Neither coach Mike McCarthy nor Ted Thompson -- the two men in charge of the team's football operations and the major decision-makers when Favre was traded to the Jets after he came out of retirement in 2008 -- spoke during Monday's announcement. But current team president Mark Murphy said "everyone in the organization is looking forward to this special night."
Harlan was instrumental in rebuilding the relationship between Favre and the organization. It was perhaps fitting that the announcement was made in a construction zone inside Lambeau Field that will house the new Packers Hall of Fame when it reopens in April.
Before Harlan turned the proceedings over to Favre, he spoke directly to him and said: "I'm personally privileged today to welcome you and [wife] Deanna into the Packers Hall of Fame. It's great to have old friends home again."
The return won't be complete until Favre actually visits Lambeau Field. To that end, he said he would like to come back for a game this season and then threw out the idea of joining fellow former Packers quarterback Bart Starr for a ceremonial coin toss. Favre, 44, last stepped foot in the stadium he called home for 16 years in 2009 and 2010 as a member of the visiting Vikings, and the reaction from the crowd on those two nights made it seem like he might never be welcomed back.
"I never felt that way," Favre said. "I don't want to speak for Mark or for Bob Harlan or the rest of the Packer organization, but I don't think anyone felt that way. I think we all knew it was a matter of time. The most important thing was, when was that time? You're never really right. There's always going to be people say you should have done it at this time, you should have done it at that time, you shouldn't have done it period and blah, blah, blah.
"But this is the right time, and that was never a concern."
And Favre has known that since Harlan first brought up the idea in November.

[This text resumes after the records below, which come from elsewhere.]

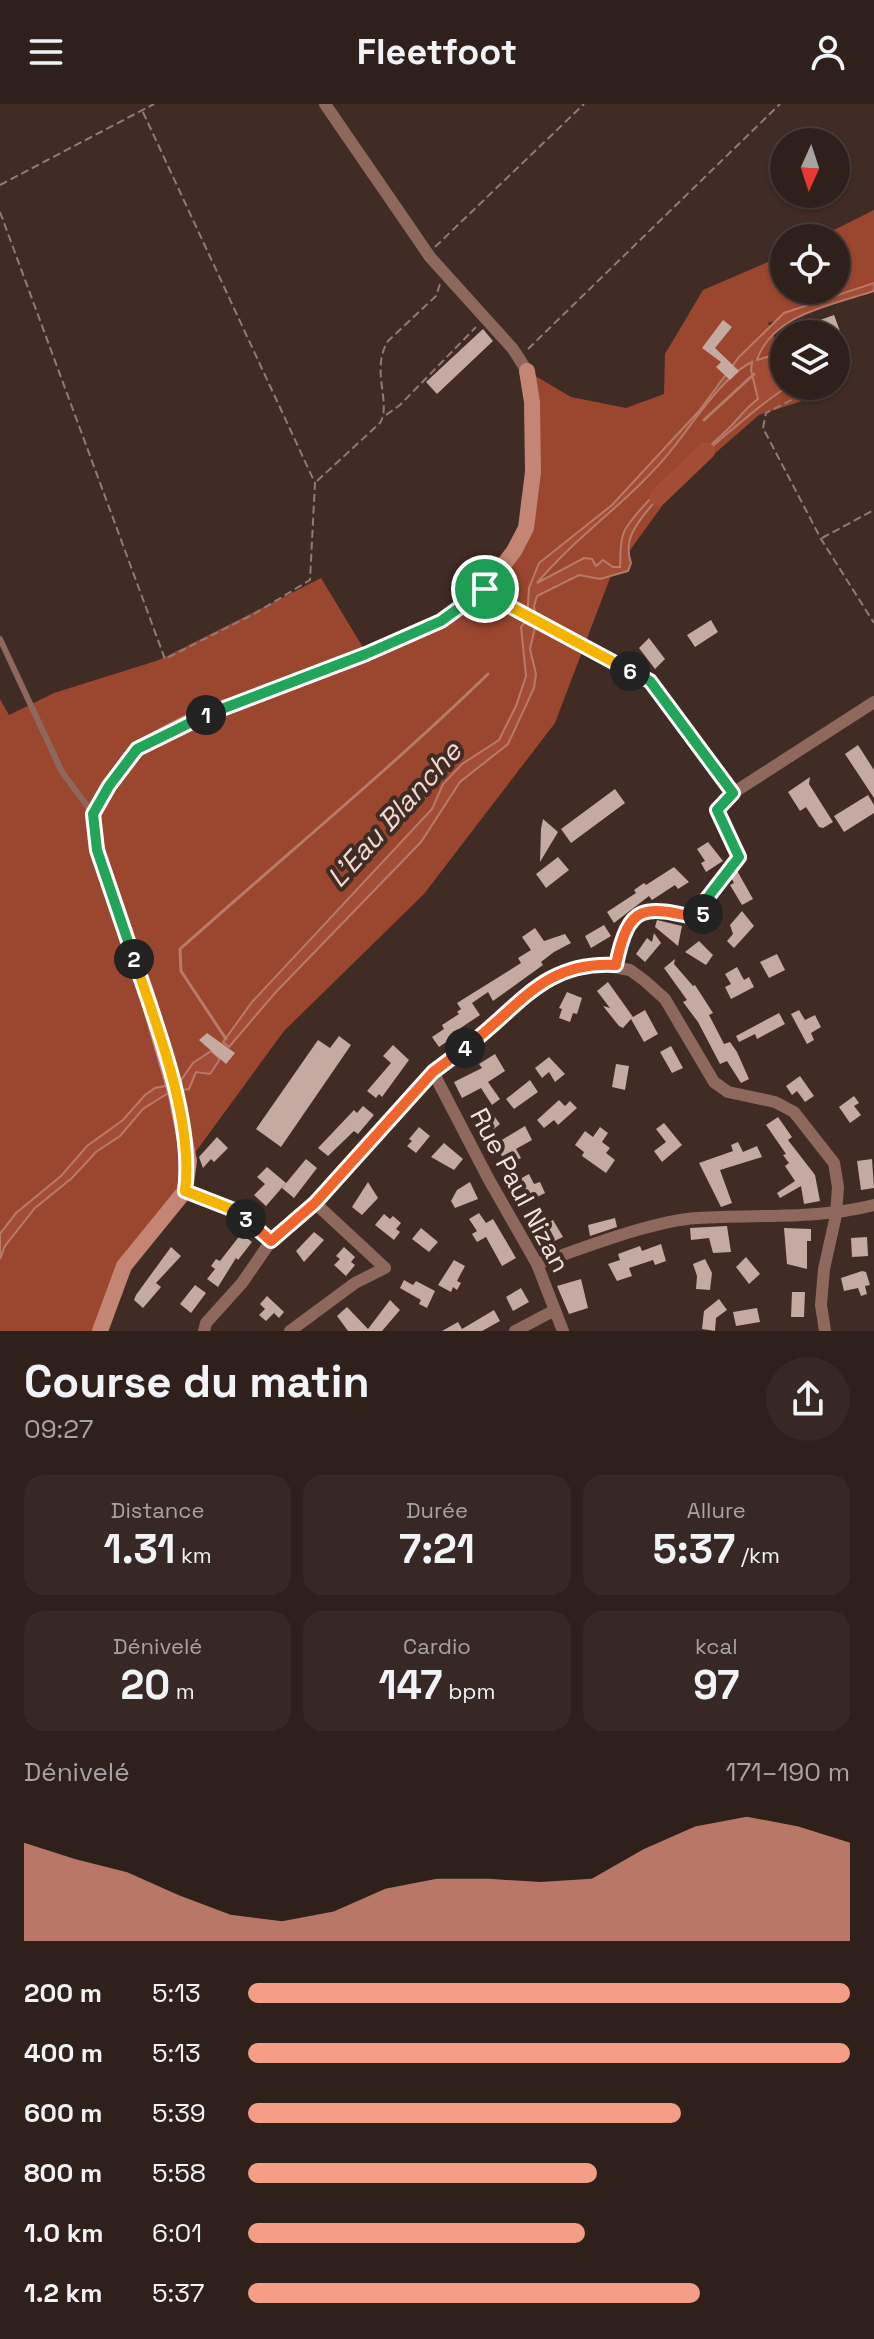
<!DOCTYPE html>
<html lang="fr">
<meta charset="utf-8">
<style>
body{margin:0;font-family:"Space Grotesk",sans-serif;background:#382825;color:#f1f3f6;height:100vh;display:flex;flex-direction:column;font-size:30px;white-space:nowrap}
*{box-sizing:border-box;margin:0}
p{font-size:26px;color:#a8a3a3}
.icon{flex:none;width:44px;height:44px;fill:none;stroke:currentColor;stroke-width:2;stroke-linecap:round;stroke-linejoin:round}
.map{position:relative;height:1227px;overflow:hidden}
.side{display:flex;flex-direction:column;background:#30201c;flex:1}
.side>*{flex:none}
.needle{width:52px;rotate:183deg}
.controls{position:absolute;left:770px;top:24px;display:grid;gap:16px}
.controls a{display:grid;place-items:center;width:80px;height:80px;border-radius:50%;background:#30201c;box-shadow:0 2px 6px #0004,0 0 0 2px #4b3e3b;font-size:40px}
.pin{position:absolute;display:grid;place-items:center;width:68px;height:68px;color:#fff;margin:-34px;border:4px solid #fff;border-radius:50%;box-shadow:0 2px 8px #0007}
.km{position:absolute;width:40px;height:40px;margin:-20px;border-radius:50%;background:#222;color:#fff;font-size:22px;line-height:40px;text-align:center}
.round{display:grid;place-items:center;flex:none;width:84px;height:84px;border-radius:42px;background:#382825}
.headline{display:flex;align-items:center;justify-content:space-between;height:136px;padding:0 24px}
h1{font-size:44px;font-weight:600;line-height:60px}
.metrics{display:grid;grid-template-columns:repeat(3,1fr);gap:12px;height:136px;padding:8px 24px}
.metrics div{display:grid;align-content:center;border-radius:20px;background:#382825;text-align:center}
.metrics b{font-size:40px;font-weight:600}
.metrics small{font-size:22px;font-weight:400}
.metrics p{font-size:22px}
.chart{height:224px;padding:16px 24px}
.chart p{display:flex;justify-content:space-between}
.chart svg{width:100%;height:144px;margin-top:8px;fill:#f49e87;opacity:.7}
ul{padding:0 24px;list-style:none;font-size:26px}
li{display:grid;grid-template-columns:128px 96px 1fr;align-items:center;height:60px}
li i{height:20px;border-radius:10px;background:#f49e87}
header{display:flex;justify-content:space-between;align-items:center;height:104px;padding:0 24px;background:#30201c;font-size:36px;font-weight:600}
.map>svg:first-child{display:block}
</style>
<header><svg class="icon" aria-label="menu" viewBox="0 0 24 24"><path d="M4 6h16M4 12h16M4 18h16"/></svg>Fleetfoot<svg class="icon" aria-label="person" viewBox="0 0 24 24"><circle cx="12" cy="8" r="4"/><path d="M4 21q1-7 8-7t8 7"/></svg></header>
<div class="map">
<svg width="874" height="1227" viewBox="0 0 874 1227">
<rect width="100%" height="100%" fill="#402b25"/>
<path fill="#9b462f" d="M874 106V187L768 219 784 256V282H795L802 297 759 311 675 384 610 474 555 619 424 790 284 927 189 1057 185 1087 124 1162 100 1227H0V595L9 611 54 589 159 556 321 474 367 550 485 485 526 424 527 267 571 293 626 304 664 290 665 250 703 186 784 151V186H836V134H818Z"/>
<path fill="#a34d36" stroke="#ba7a69" stroke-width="2" fill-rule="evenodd" d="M874 179V187C835 200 772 210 757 256L774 251 784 285C751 307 640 399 630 435 628 443 628 451 631 459L628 467 600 475 579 471 537 492 534 502 536 519 530 545 536 570 534 584 508 640 460 678 421 738 275 889 229 943 223 938 252 898 432 705 443 680 462 660 499 636 516 602 526 572 521 523 527 515 529 484 539 459 612 401 699 307 739 253 784 209ZM752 258 751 266 758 295C747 303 741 311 732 321 699 355 656 382 628 421 619 433 621 448 620 463H613L603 456 596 462 592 455 584 454 537 479C578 430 634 394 673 344 693 319 724 271 752 258Z
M211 947 220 955 210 970 196 968 189 985 170 988 143 1005 120 1032 96 1048 72 1074 35 1104 5 1142 0 1155V1130L16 1109 61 1072 87 1042 123 1016 145 991 155 984 179 979 193 959Z"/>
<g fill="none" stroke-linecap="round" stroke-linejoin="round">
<path stroke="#ba7a69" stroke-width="3" d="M704 316 754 270
M226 935 181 867 180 845C283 753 389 666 488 570"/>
<path stroke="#a34d36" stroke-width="18" d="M658 393 706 347"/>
</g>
<path fill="#c5aaa2" d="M834 211 852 259 836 265V230L784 229Z
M723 216 732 223 715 244 739 267 730 276 716 263 721 258 702 244Z
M483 225 493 237 437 290 426 278Z
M711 516 718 528 695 543 687 531Z
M649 534 665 555 655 565 639 544Z
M858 641 874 666V694L845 650Z
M810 673 809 680 833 718 823 724 819 723 806 703 800 707 788 688Z
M615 685 625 699 571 739 561 725Z
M868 691 874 701V709L844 728 834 712Z
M543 715 558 728 540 758 541 725Z
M708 738 723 757 706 768 701 759 705 757 697 745Z
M558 753 569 766 546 784 536 770Z
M674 763 689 778 678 785 675 781 652 796 649 792 614 819 607 808 636 789 634 786 644 779 646 781Z
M735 763 753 795 742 801 730 781 734 779 729 770Z
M742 807 754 822 734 844 727 837 733 830 730 821Z
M657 816 682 822 678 842 655 823Z
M604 821 611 832 591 844 585 832Z
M535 824 544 837 565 830 571 839 554 848 541 858 543 861 493 897 488 888 472 899 480 911 456 927 458 930 439 943 432 933 444 925 442 921 459 910 457 908 461 905 457 899 521 859 518 854 531 846 522 833Z
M654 829 661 839 645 858 636 850 647 834 652 838Z
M699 837 713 851 706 861 685 848Z
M777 850 785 866 769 874 760 858Z
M675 855 674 860 693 882 695 881 713 909 709 911 724 940 730 938 737 948 749 975 741 979 727 957 720 960 698 918 683 898 687 896 664 864Z
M737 863 744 876 749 873 754 883 731 895 725 883 731 880 725 870Z
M608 878 633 913 645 906 658 930 644 938 631 915 623 924 619 922 603 902 610 904 597 887Z
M567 888 582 894 577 910 573 909 570 918 559 914 562 905 559 904Z
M799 906 805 916 815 911 821 923 811 929 814 936 807 940 791 910Z
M779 909 785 920 757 935 755 930 739 938 736 932Z
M207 929 235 949 226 960 199 936Z
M339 932 351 941 281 1043 256 1025 318 936 330 944Z
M393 941 409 956 382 993 379 990 376 994 367 987 391 959 383 952Z
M671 942 683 964 672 969 660 948Z
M495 950 505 967 488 978 500 995 492 1001 481 984 462 994 454 978 482 964 479 960Z
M549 953 565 970 555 978 549 968 542 974 535 964Z
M616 960 629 962 625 986 612 983Z
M800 972 814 992 805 998 797 987 792 991 786 982Z
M530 976 538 988 514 1005 506 995Z
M854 992 859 999 854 1002 861 1011 850 1019 839 1003Z
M559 996 565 1002 570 997 577 1004 558 1021 554 1016 544 1024 537 1016Z
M485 1000 500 1020 490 1028 476 1007Z
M363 1002 374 1011 358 1030 354 1027 328 1052 318 1044 354 1006 357 1009Z
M778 1013 792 1033 788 1036 815 1071 820 1097 804 1100 801 1082 780 1094 777 1089 795 1077 785 1062 789 1059 783 1051 786 1050 766 1021Z
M664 1019 682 1041 662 1058 654 1047 666 1038 656 1025Z
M525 1022 532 1036 516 1045 521 1054 507 1061 495 1040Z
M419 1023 430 1032 416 1049 407 1042 412 1037 409 1035Z
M600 1023 608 1029 602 1038 610 1044 606 1049 615 1056 606 1069 582 1052 584 1048 575 1041 585 1027 593 1033Z
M217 1033 228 1044 214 1058 211 1055 203 1064 199 1053Z
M738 1038 743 1048 757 1042 762 1053 720 1066 732 1099 721 1103 699 1059 733 1047 731 1041Z
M444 1039 463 1055 454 1066 431 1053Z
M306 1055 317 1064 294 1094 282 1084Z
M872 1055 874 1084 861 1086 857 1057Z
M267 1063 286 1079 266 1102 254 1091 265 1080 257 1073Z
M529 1070 534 1080 540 1078 545 1089 523 1100 518 1089 524 1086 518 1076Z
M368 1078 378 1094 362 1111 352 1103Z
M470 1078 478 1095 455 1104 451 1097 457 1086Z
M479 1109 486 1119 493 1115 516 1154 502 1162 486 1133 477 1138 472 1130 477 1127 469 1115Z
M384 1110 390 1115 393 1112 401 1119 396 1125 400 1128 394 1136 375 1121Z
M615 1114 617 1123 590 1132 588 1121Z
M553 1116 563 1133 548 1140 539 1123Z
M727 1122 731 1148 713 1149 709 1134 691 1136 690 1124Z
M421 1124 438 1138 429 1148 412 1135Z
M784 1124 811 1125V1137H807V1165L787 1160Z
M314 1128 324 1136 304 1158 296 1147Z
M241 1130 252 1138 238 1156 236 1154 218 1183 207 1175 215 1165 211 1162 216 1155 220 1157Z
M867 1133 868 1152 852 1153 851 1134Z
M661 1140 666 1157 655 1161 653 1156 629 1164 632 1172 617 1177 608 1160 620 1156 618 1150 640 1142 642 1147Z
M171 1143 181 1152 156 1179 161 1183 143 1204 134 1196 136 1191Z
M344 1143 355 1153 351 1158 355 1161 346 1172 334 1161 340 1155 336 1152Z
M746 1153 760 1170 749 1180 736 1163Z
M705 1155 712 1169 710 1186 696 1185 697 1172 693 1160Z
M454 1156 465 1162 457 1177 461 1179 457 1186 453 1183 451 1188 438 1181Z
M862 1167 866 1168 870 1181 865 1182 867 1190 861 1192 858 1184 844 1187 841 1174Z
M581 1175 588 1204 569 1210 557 1182Z
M404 1176 413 1181 416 1177 435 1187 427 1204 419 1200 421 1196 400 1184Z
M195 1181 206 1189 191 1209 180 1200Z
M521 1184 529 1198 513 1207 506 1193Z
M792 1188H805L804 1213H791Z
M267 1192 284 1208 279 1214 274 1209 266 1217 259 1211 265 1205 260 1200Z
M719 1195 727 1206 716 1214 715 1227 702 1225 704 1207Z
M390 1196 400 1206 382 1227H348L337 1212 347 1203 368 1225Z
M757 1204 760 1218 736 1222 733 1208Z
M494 1206 500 1217 482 1227H442L458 1218 462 1225Z"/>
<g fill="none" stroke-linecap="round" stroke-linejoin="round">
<path stroke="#8e7c77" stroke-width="2" stroke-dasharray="8 4" stroke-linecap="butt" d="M0 81 154 0
M0 108 165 555 254 510 310 476 315 379 142 6
M435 143 584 0
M528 245 780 0
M813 285 766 309 763 324 821 435 874 519
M386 311 400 301 476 223
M317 377 380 319C392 299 370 266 388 237L436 192 440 180
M822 434 874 406
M704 802 739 753 717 706 726 698"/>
<path stroke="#8f685d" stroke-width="6" d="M0 535 62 668 91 707"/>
<path stroke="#8f685d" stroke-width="12" d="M325 0 430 153 513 245 527 267
M485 485 496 495 650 577 733 689 874 598
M616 861C628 797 645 802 702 815
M433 968 488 1074 537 1160 563 1227
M185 1087 239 1108 271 1137
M537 1160C581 1145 651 1117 697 1114 758 1110 814 1116 874 1101
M204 1227 206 1219 242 1179 271 1137 315 1099 433 968 491 925 547 874 597 860 630 866 645 877 665 895 714 978 728 988 775 998 794 1008 834 1059 838 1083 836 1111 824 1165 821 1201 825 1227
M290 1227 355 1179 385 1164 315 1099
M515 1227 555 1206"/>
<path stroke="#c48574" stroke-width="16" d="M100 1227 124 1162 185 1087 189 1057 176 991 147 891 97 746 93 710 109 682 137 645 190 617 366 550 441 517 485 485 514 447 526 424 533 368 532 298 527 267"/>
</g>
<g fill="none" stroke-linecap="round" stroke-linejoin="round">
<defs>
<path id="split-1" d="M206 611 366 550 441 517 485 485"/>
<path id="split-2" d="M134 855 97 746 93 710 109 682 137 645 206 611"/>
<path id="split-3" d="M134 855C157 922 194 1017 185 1087L239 1108 246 1115"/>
<path id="split-4" d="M246 1115 271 1137 315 1099 433 968 465 944"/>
<path id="split-5" d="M465 944C518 905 543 856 616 861 629 797 645 802 702 815L703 810"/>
<path id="split-6" d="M630 567 650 577 733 689 717 706 739 753 705 797 703 810"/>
<path id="split-7" d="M485 485 496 495 630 567"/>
</defs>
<use href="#split-1" stroke="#fff" stroke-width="16"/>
<use href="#split-2" stroke="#fff" stroke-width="16"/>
<use href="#split-3" stroke="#fff" stroke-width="16"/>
<use href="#split-4" stroke="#fff" stroke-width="16"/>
<use href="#split-5" stroke="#fff" stroke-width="16"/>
<use href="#split-6" stroke="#fff" stroke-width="16"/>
<use href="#split-7" stroke="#fff" stroke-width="16"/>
<use href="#split-1" stroke="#22a559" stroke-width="10"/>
<use href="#split-2" stroke="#22a559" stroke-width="10"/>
<use href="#split-3" stroke="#f5b400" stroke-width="10"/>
<use href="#split-4" stroke="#f0652b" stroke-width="10"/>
<use href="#split-5" stroke="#f0652b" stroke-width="10"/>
<use href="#split-6" stroke="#22a559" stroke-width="10"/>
<use href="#split-7" stroke="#f5b400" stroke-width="10"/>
</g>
<g text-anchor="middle" stroke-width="8" stroke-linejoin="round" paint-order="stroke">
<g font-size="26" fill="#f1e3df" stroke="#402b25">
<text transform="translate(520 1086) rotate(62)" y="9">Rue Paul Nizan</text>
</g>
<g font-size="28" font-style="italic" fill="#f2d9d2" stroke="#402b25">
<text transform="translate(394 710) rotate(-48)" y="10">L'Eau Blanche</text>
</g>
</g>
</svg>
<div class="controls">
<a><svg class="needle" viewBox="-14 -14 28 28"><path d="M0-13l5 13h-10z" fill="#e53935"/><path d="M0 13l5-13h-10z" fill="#a8a3a3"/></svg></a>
<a><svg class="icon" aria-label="locate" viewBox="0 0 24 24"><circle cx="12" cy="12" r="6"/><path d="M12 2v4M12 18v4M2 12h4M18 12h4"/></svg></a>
<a><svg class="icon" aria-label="layers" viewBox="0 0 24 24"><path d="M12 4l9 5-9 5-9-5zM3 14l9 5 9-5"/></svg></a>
</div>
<div class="pin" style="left:485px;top:485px;background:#1e9e55"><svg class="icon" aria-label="arrive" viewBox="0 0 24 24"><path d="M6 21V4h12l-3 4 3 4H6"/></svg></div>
<b class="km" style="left:206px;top:611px">1</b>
<b class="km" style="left:134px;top:855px">2</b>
<b class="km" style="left:246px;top:1115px">3</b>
<b class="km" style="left:465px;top:944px">4</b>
<b class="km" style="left:703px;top:810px">5</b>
<b class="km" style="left:630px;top:567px">6</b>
</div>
<section class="side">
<div class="headline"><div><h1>Course du matin</h1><p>09:27</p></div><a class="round"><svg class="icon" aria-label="share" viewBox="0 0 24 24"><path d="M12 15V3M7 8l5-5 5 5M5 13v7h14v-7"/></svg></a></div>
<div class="metrics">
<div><p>Distance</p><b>1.31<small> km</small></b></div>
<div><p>Durée</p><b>7:21</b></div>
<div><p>Allure</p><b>5:37<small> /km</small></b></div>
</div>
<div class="metrics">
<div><p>Dénivelé</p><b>20<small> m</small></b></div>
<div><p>Cardio</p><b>147<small> bpm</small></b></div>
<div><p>kcal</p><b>97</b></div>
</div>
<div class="chart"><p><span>Dénivelé</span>171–190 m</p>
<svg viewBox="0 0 160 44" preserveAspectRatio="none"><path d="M0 44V14L10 19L20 23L30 30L40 36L50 38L60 35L70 28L80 25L90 25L100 26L110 25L120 16L130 9L140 6L150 9L160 14V44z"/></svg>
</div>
<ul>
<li><b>200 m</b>5:13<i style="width:100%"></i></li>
<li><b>400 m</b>5:13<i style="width:100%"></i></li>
<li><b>600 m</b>5:39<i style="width:72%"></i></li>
<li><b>800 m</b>5:58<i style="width:58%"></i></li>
<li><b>1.0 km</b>6:01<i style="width:56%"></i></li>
<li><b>1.2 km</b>5:37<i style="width:75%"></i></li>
</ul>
</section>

"Their enthusiasm grew during the winter months, I thought, and Brett and I had a long talk about three weeks ago, and he was excellent about everything, positive, looking forward to it," Harlan said after the announcement. "I even said to him, 'You know, we can all learn something about the way LeBron James handled going back to Cleveland. Look at how Cleveland accepted him.' I said, 'That's what you're going to get.' It's just, it's something I wanted to try, and it worked, fortunately."